Fumaça de cigarro, poeira, mudança do tempo, frio, rinite, sinusite, poluição, umidade, ar seco, pólen, forte odor, gravidez, gripe, resfriado, covid-19… Por que a lista de possíveis causas de um nariz entupido ou congestionado é tão grande? É recomendado tentar desobstruí-lo com descongestionantes e lavagens com soro ou fazer isso mais atrapalha que ajuda? E afinal, por que o nariz reage desse jeito?
Primeiro é preciso entender o complexo papel do nariz no sistema respiratório humano. Ele principalmente filtra, umedece e aquece (com o calor de vasos sanguíneos) o ar inspirado para que chegue da melhor forma aos pulmões, de onde o oxigênio será distribuído para o resto do corpo por meio do sangue.
O otorrinolaringologista Renato Roithmann, diretor-presidente da Associação Brasileira de Otorrinolaringologia e Cirurgia Cérvico-Facial, explica em entrevista à BBC News Brasil que o nariz é responsável por equilibrar o ar que inspiramos para a temperatura corporal. “É o nosso termostato (dispositivo que regula a temperatura). O nariz aquece o ar e produz muco para nos defender.” E não é pouco: a mucosa nasal costuma produzir quase 1,5 litro por dia de secreção para manter as vias aéreas úmidas e ajudar a barrar e descartar partículas ou micro-organismos filtrados também por pêlos nasais.
“Quando olhamos a mucosa (a pele que reveste o nariz) no microscópio, parece um tapete, porque é cheia de pelinhos, que são os cílios. Eles ficam batendo para transportar essa secreção. Parecem algas no fundo do mar quando os vemos varrendo em direção à garganta”, afirma a otorrinolaringologista Renata Lopes Mori, da clínica Otorrino Experts.
Mas nem sempre o nariz passa ileso ao desempenhar essas funções, e é aí que ele pode acabar entupido ou congestionado com tanto muco que às vezes ele escorre (coriza).

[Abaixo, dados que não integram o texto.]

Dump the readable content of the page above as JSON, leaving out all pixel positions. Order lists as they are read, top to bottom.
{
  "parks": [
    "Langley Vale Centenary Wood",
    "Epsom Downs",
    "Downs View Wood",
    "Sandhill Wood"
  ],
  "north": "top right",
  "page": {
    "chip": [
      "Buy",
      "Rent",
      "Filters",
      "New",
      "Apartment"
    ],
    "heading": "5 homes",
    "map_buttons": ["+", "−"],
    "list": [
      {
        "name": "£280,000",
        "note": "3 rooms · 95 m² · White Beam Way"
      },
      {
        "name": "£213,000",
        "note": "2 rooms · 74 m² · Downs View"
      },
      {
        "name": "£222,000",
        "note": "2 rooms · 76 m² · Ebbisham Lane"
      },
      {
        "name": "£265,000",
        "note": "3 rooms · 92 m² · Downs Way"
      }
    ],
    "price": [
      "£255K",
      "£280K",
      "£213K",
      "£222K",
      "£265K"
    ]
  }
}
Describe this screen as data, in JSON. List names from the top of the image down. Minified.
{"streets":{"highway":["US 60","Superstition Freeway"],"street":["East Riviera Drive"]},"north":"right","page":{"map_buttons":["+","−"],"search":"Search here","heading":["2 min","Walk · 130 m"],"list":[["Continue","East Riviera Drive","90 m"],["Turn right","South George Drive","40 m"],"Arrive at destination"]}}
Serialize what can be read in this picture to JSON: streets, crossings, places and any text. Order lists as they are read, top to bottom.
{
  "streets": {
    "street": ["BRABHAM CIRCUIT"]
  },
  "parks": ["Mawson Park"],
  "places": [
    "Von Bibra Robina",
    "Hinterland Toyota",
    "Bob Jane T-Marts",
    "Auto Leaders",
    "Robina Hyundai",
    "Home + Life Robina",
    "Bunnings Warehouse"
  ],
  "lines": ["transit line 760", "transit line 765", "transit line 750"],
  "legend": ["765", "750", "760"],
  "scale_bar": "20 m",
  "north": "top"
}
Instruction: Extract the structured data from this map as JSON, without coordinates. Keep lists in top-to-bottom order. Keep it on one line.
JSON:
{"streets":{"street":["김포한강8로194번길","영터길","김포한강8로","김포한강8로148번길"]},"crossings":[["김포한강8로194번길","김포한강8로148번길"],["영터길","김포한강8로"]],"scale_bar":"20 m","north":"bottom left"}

Mori explica as diferenças sutis entre essas duas reações, que podem acontecer ao mesmo tempo no caso de doenças como gripe, resfriado ou covid-19.
No caso do nariz entupido (ou obstruído), conta Mori, isso ocorre pelo inchaço da mucosa, principalmente em uma estrutura na região inferior do nariz chamada concha nasal. “Ela é um epitélio que aumenta e diminui. Mas quando ele inflama, pode aumentar muito e acabar entupindo o nariz.”
A congestão, explica ela, se dá quando o batimento dos cílios diminui e a secreção se acumula e se condensa no nariz. Tomada por esse muco, a mucosa nasal fica inflamada, com vasos sanguíneos inchados.
Gripe ou resfriado: quais as diferenças?
Em geral, esse excesso de muco é produzido pelo corpo como uma reação imunológica posterior à invasão bem-sucedida daqueles micro-organismos que conseguiram ultrapassar a barreira nasal e causar doenças nos pulmões, por exemplo. Um dos papéis dessa secreção nesse caso é combater novos invasores. Estima-se que pelo menos metade das pessoas resfriadas tenham o nariz escorrendo como um dos sintomas. Por outro lado, o excesso de muco correndo na direção oposta, ou seja, a garganta, pode causar inflamações e tosse.
Além disso, estima-se que 2 em cada 100 infecções virais nessa região resultem numa infecção bacteriana porque o muco e outros fluidos acumulados criam um lugar propício para a proliferação de bactérias.
E aí surgem as dúvidas: é recomendado usar remédios ou fazer lavagens com soro fisiológico para lidar com nariz obstruído/congestionado, ou é melhor deixar que a situação “volte ao normal” no nariz naturalmente depois de o sistema imunológico derrotar os invasores em outras partes do corpo?
Descongestionantes nasais: benefícios e riscos
Como mostrado acima, a congestão nasal pode ocorrer em resfriados ou alergias, por exemplo, em que a secreção sai sem que se perceba. Mas há momentos em que o corpo não consegue eliminar todo esse muco nasal e muitas pessoas recorrem aos descongestionantes vendidos em farmácias.
Há dois tipos principais deles: os que são administrados diretamente no nariz e os que são administrados pela boca (em forma de xarope ou comprimido). Em geral, esses medicamentos têm um papel de contraírem os vasos sanguíneos do nariz (vasoconstrição), melhorando o incômodo da congestão e ajudando a respirar melhor.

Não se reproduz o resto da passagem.